It turns out that buying Safal frozen peas or whatever is actually far healthier in the long run than eating 'fresh'. Flash freezing has been proven to have its own benefits - this is easily researchable scientific fact. If you can grow your own vegetables and regularly test your soil and water quality, then nothing like it.

There is a sharp distinction between outside food and stale food. I eat at places I trust - hello KFC! - and in all my years of gluttony, I have fallen ill from bad food exactly once, in a three star hotel in Rajasthan, from a meal that laid waste to 4 people in my family. I'm reasonably healthy, though I could be fitter (thank you ice cream), and I actively plan my days and holidays around culinary experiences.
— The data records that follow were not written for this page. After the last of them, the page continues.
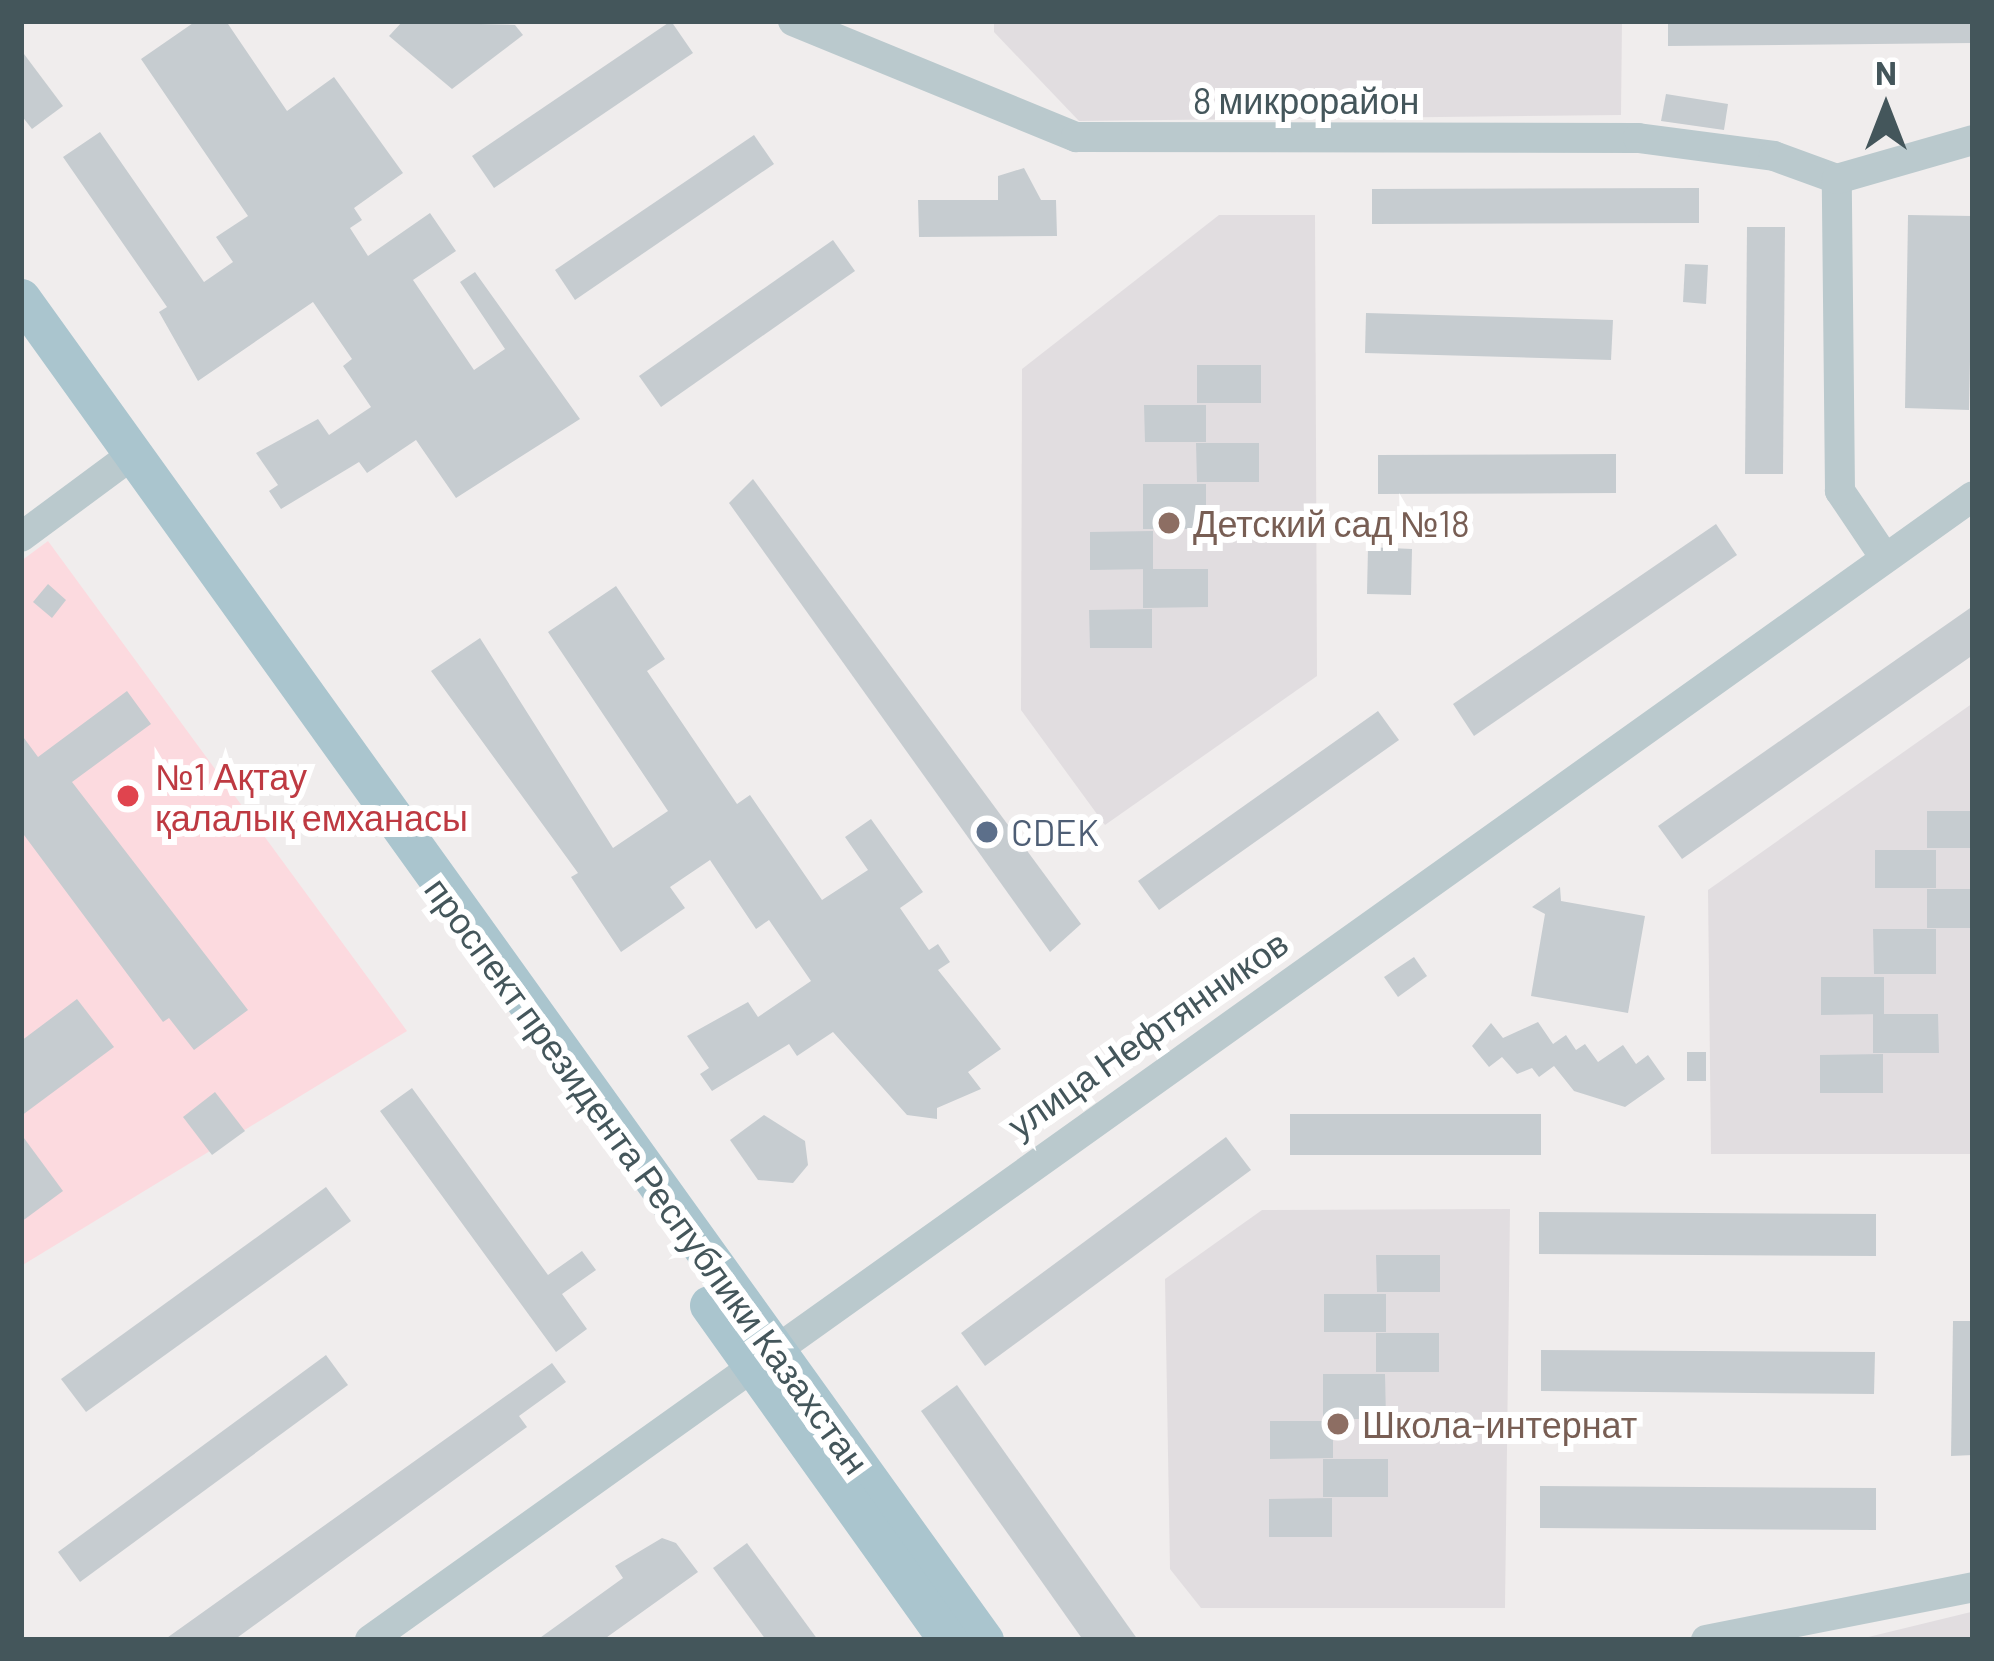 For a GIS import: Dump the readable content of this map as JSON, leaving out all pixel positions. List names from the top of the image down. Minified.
{"streets":{"main road":["проспект президента Республики Казахстан"],"street":["8 микрорайон","улица Нефтянников"]},"crossings":[["улица Нефтянников","проспект президента Республики Казахстан"]],"places":["Детский сад №18","№1 Ақтау қалалық емханасы","CDEK","Школа-интернат"],"north":"top"} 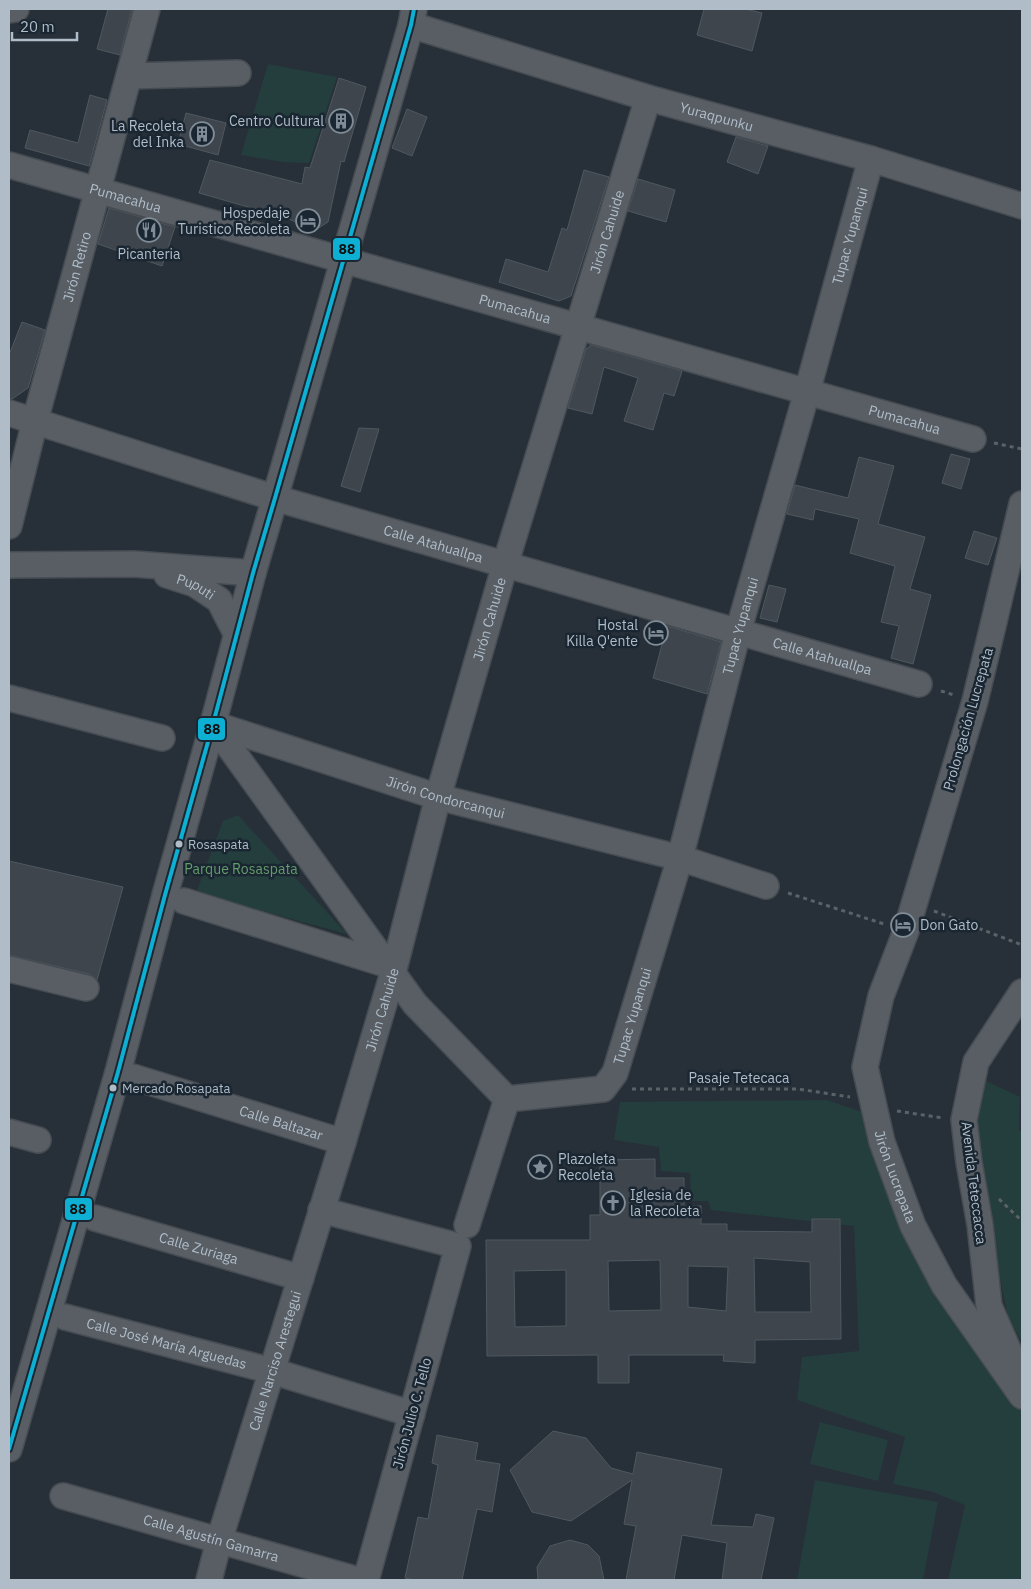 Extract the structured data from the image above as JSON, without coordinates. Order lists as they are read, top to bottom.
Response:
{
  "streets": {
    "street": [
      "Yuraqpunku",
      "Pumacahua",
      "Jirón Cahuide",
      "Tupac Yupanqui",
      "Jirón Retiro",
      "Calle Atahuallpa",
      "Puputi",
      "Prolongación Lucrepata",
      "Jirón Condorcanqui",
      "Calle Baltazar",
      "Jirón Lucrepata",
      "Avenida Teteccacca",
      "Calle Zuriaga",
      "Calle José María Arguedas",
      "Calle Narciso Arestegui",
      "Jirón Julio C. Tello",
      "Calle Agustín Gamarra"
    ],
    "path": ["Pasaje Tetecaca"]
  },
  "crossings": [
    ["Yuraqpunku", "Jirón Cahuide"],
    ["Yuraqpunku", "Tupac Yupanqui"],
    ["Pumacahua", "Jirón Cahuide"],
    ["Pumacahua", "Tupac Yupanqui"],
    ["Pumacahua", "Jirón Retiro"],
    ["Jirón Cahuide", "Calle Atahuallpa"],
    ["Jirón Cahuide", "Jirón Condorcanqui"],
    ["Jirón Cahuide", "Calle Baltazar"],
    ["Jirón Cahuide", "Calle Narciso Arestegui"],
    ["Tupac Yupanqui", "Calle Atahuallpa"],
    ["Tupac Yupanqui", "Jirón Condorcanqui"],
    ["Tupac Yupanqui", "Pasaje Tetecaca"],
    ["Jirón Retiro", "Calle Atahuallpa"],
    ["Prolongación Lucrepata", "Jirón Lucrepata"],
    ["Pasaje Tetecaca", "Jirón Lucrepata"],
    ["Pasaje Tetecaca", "Avenida Teteccacca"],
    ["Calle Baltazar", "Calle Narciso Arestegui"],
    ["Calle Zuriaga", "Calle Narciso Arestegui"],
    ["Calle José María Arguedas", "Calle Narciso Arestegui"],
    ["Calle José María Arguedas", "Jirón Julio C. Tello"],
    ["Calle Narciso Arestegui", "Calle Agustín Gamarra"]
  ],
  "parks": ["Parque Rosaspata"],
  "places": {
    "building": ["Centro Cultural", "La Recoleta del Inka"],
    "hotel": ["Hospedaje Turistico Recoleta", "Hostal Killa Q'ente", "Don Gato"],
    "restaurant": ["Picanteria"],
    "other": ["Rosaspata", "Mercado Rosapata"],
    "place": ["Plazoleta Recoleta"],
    "church": ["Iglesia de la Recoleta"]
  },
  "lines": ["transit line 88"],
  "scale_bar": "20 m"
} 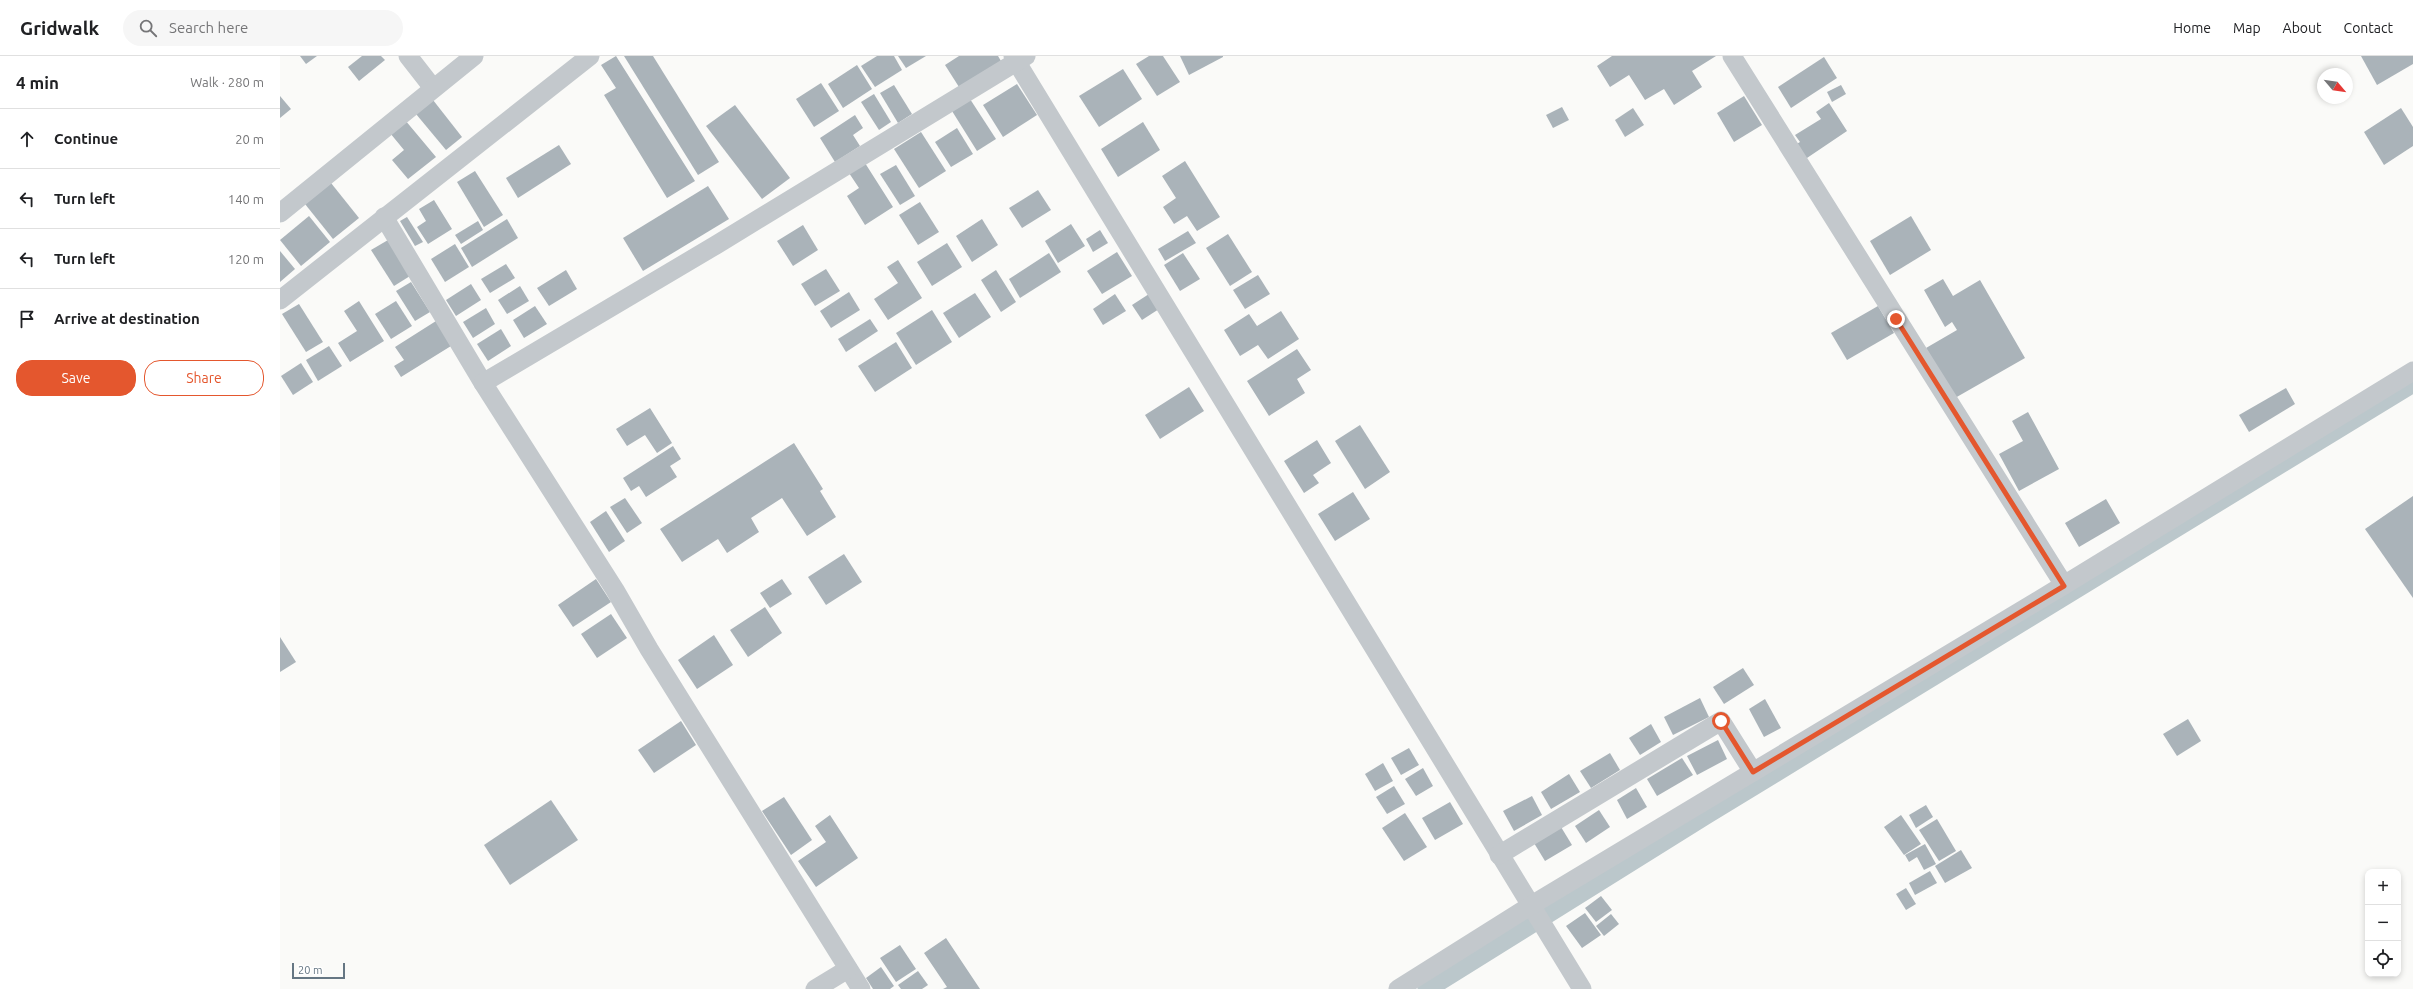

I would quite likely die of a broken heart (stomach?) if I didn't eat out a lot, and try new places and cuisines with alarming regularity.

Also, to cook at home everyday, cooking is only half the battle. You must also plan the menu, figure out what needs to be bought to do it, and execute on all this. This is nearly a full time job - it's like running a very small restaurant - especially if you like varied cuisine. I did this quite cheerfully for the better part of a decade when I had a relaxed job - now that's impossible. I'll wager that anyone who is privileged to eat solely at home has a support system - joint family, spouse, housekeeper extraordinaire - that enables this.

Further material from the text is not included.